MATERIAL AND METHODS: PubMed and Wanfang databases were searched for articles published until Dec 10, 2025 using the keywords ‘GJD2’ or ‘ZC3H11B’ or ‘MMP1’ or ‘MMP9’, ‘polymorphism’ and ‘myopia’ or ‘shortsightedness’. Odds ratios and 95% confidence intervals were used to examine the association between above 4 genes’ SNPs and HM risk using Stata software.

RESULTS: We performed a meta-analysis of data from 15 published articles. There were 2 SNPs in the GJD2 gene, 4 SNPs in the ZC3H11B gene, 1 in SNP in the MMP1 gene, and 1 SNP in the MMP9 gene. After analyses using Stata, significant results were detected: rs3743123 in the GJD2 gene was associated with a decreased overall HM risk. Additionally, similar trends were detected in all 4 SNPs in the ZC3H11B gene: rs4373767, rs4428898, rs10779363and rs7544369.

CONCLUSIONS: Our results suggest that the GJD2 gene rs3743123 and ZC3H11B gene 4 SNPs (rs4373767, rs4428898, rs10779363, rs7544369) polymorphisms are associated with risk of HM. Our results need to be confirmed by larger studies and mechanism research, which may aid in the early identification and prognostic evaluation of HM.

Keywords: Myopia, Degenerative, Polymorphism, Genetic

Introduction

Myopia prevalence has increased dramatically over recent decades.

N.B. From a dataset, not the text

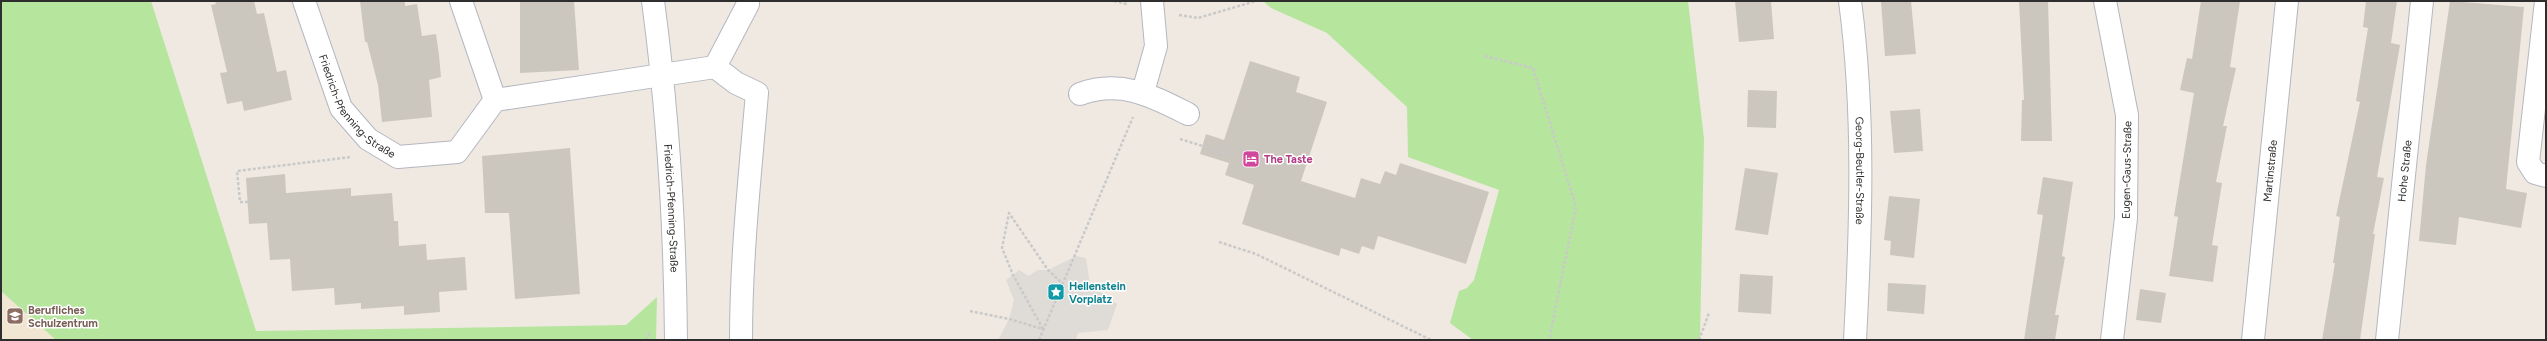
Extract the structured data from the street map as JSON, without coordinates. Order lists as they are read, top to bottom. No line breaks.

Globally, this upward trend is particularly pronounced in East Asia, making myopia a major public health concern [1–3]. As the most common cause of visual impairment, myopia results in an estimated global productivity loss of approximately US$250 billion annually [4–6]. To address the burden of eye diseases, it is imperative to develop comprehensive prevention and management strategies by elucidating the risk factors and pathophysiological mechanisms underlying them [7].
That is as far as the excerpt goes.